More on Drones, Pakistan and Afghanistan

 In Afghanistan, air strikes, Congress, drone strikes, Global Activism, nonviolence, Obama Administration, Pakistan, Peace Action

Last week, we shared (on the Peace Action FaceBook page, not here on the Peace Blog) the devastating Living Under Drones report on U.S. drone strikes in Pakistan, written by researchers from Stanford and New York University. If you didn’t read it or watch the accompanying video by Brave New Foundation (available at the same link as above and also on our FB page), you ought to. It is a clear indictment of a policy that is earning our government (deserved, I believe) enmity in Pakistan and around the world for the wanton use of armed drones to kill from afar.

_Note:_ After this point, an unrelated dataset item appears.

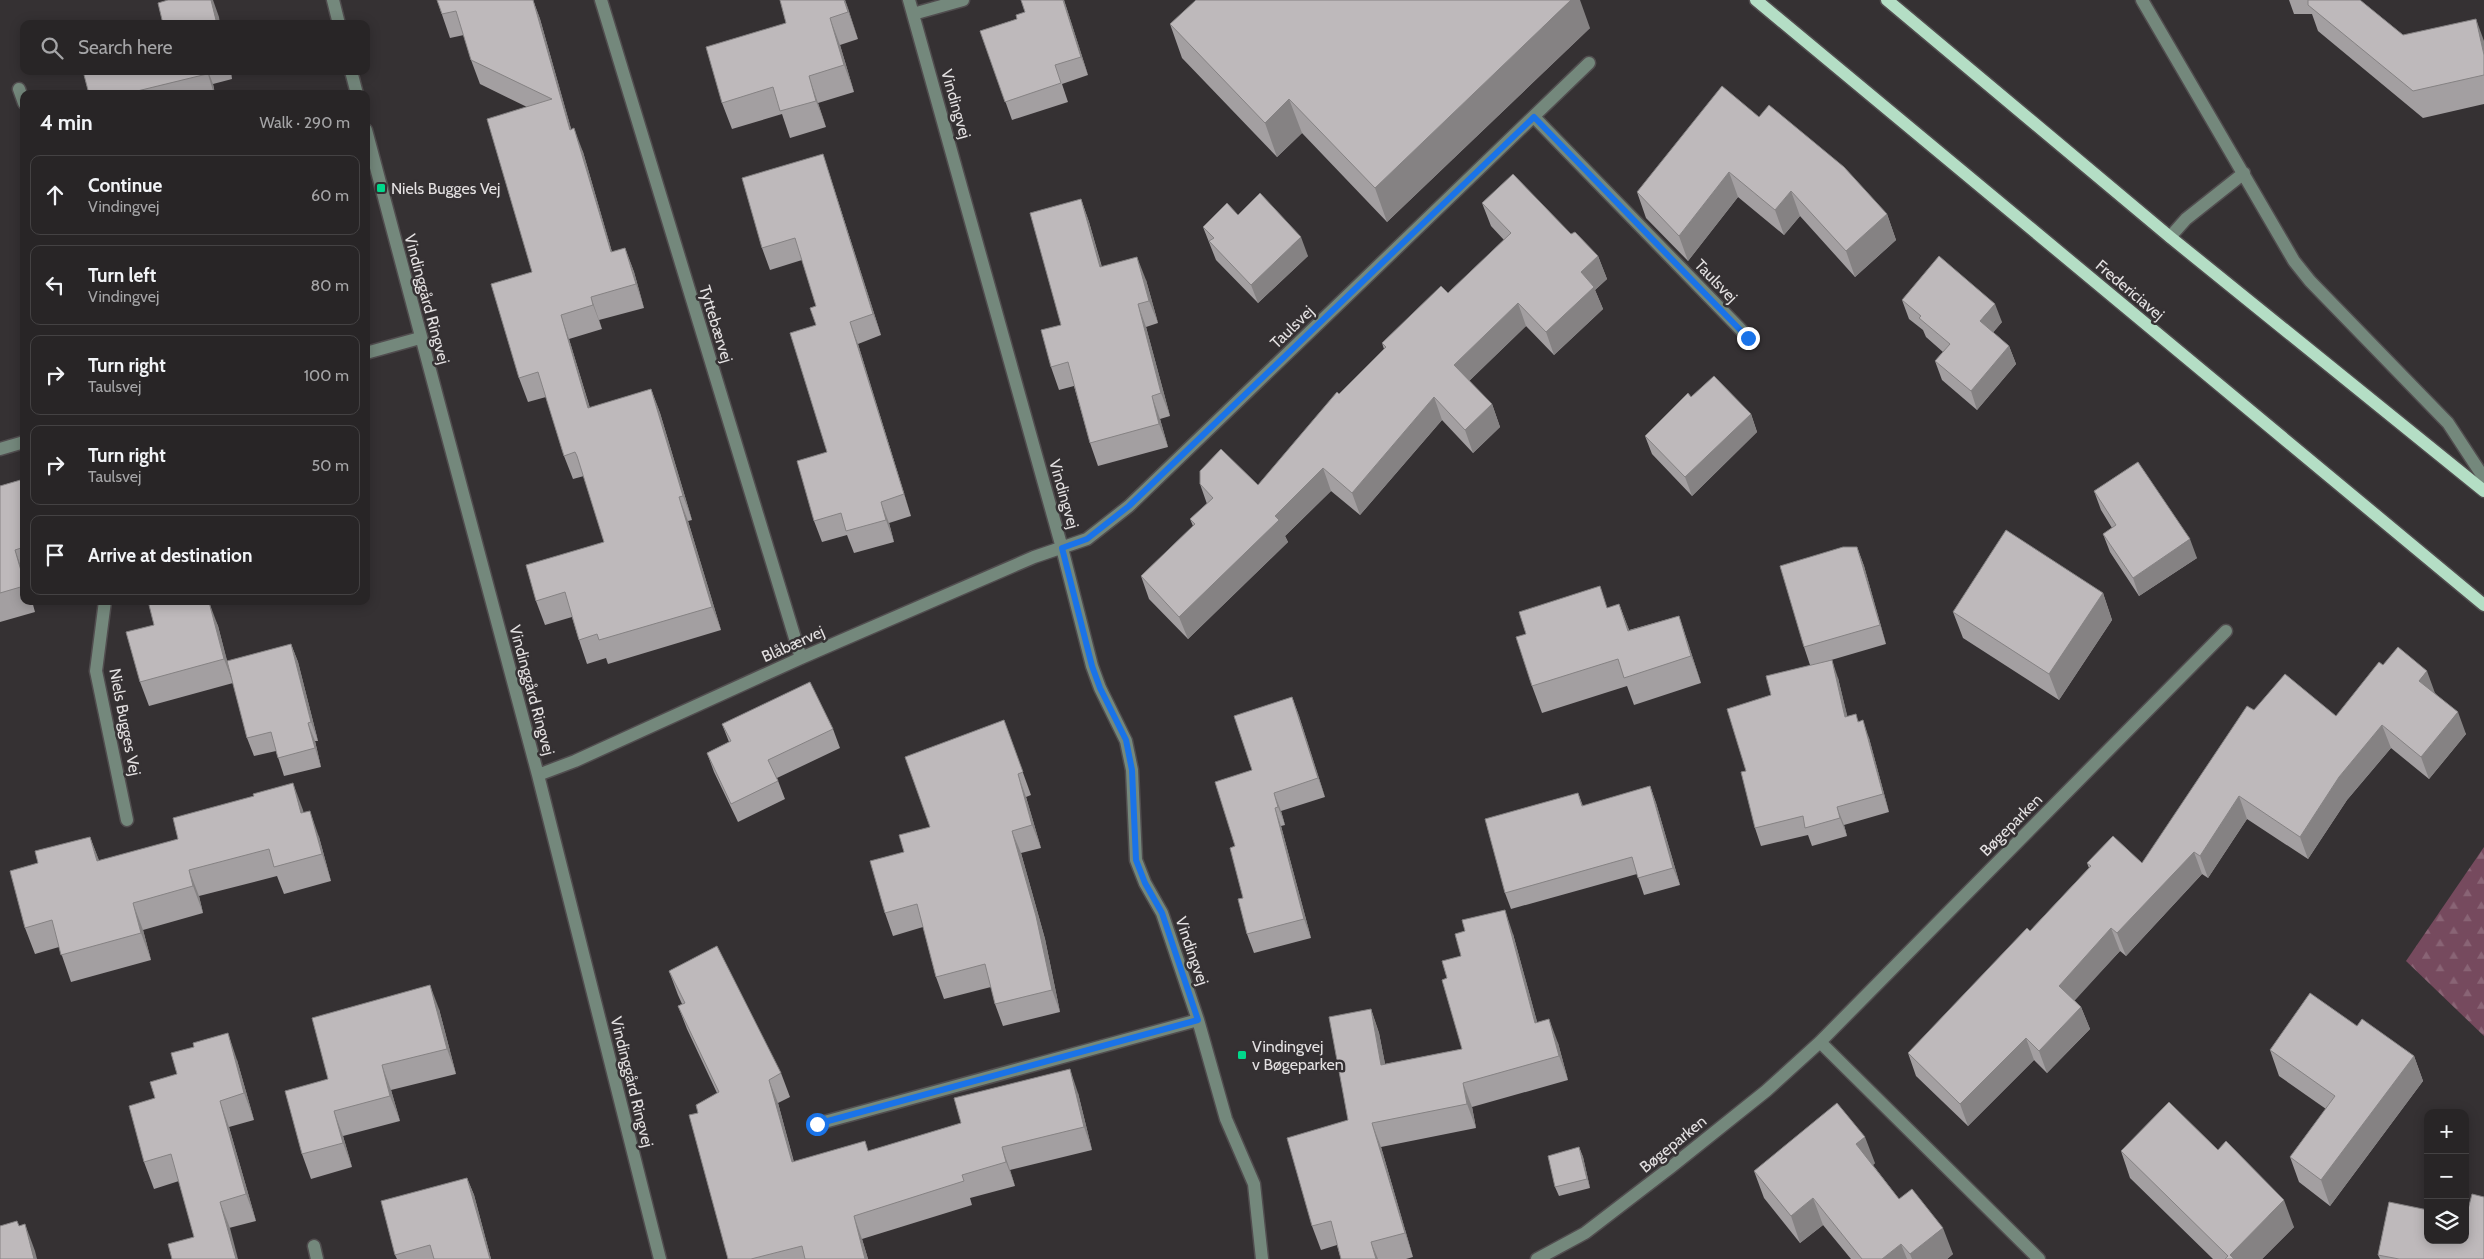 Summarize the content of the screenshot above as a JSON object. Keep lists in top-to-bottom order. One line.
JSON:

CIVIC and the Columbia Law School also have a report posing hard questions for Congress and the Obama Administration titled The Civilian Impact of Drones: Unexamined Costs, Unanswered Questions. The recommendations to policymakers are worth a read.

Colleagues from many U.S. peace groups are in Pakistan right now on a nonviolent solidarity mission to call attention to and demand an end to U.S. drone strikes, which are killing many civilians in the Waziristan region. Follow the delegation at http://droneswatch.org/

Bob Naiman of Just Foreign Policy is on the delegation, and he explains why, as well as analyzes U.S. drone policy, with an article on Huffington Post.

Last but far from least, our good friend Phyllis Bennis was on Democracy Now! yesterday talking about Afghanistan, our country’s longest war (October 7th will mark eleven years since the start of our war there).

I’m guessing this new aspect of U.S. war-making (drone strikes) will not come up in the Presidential debate tonight, especially as the focus will be on domestic issues, but we will need to raise our concerns about U.S. drone policy in every conceivable way going forward.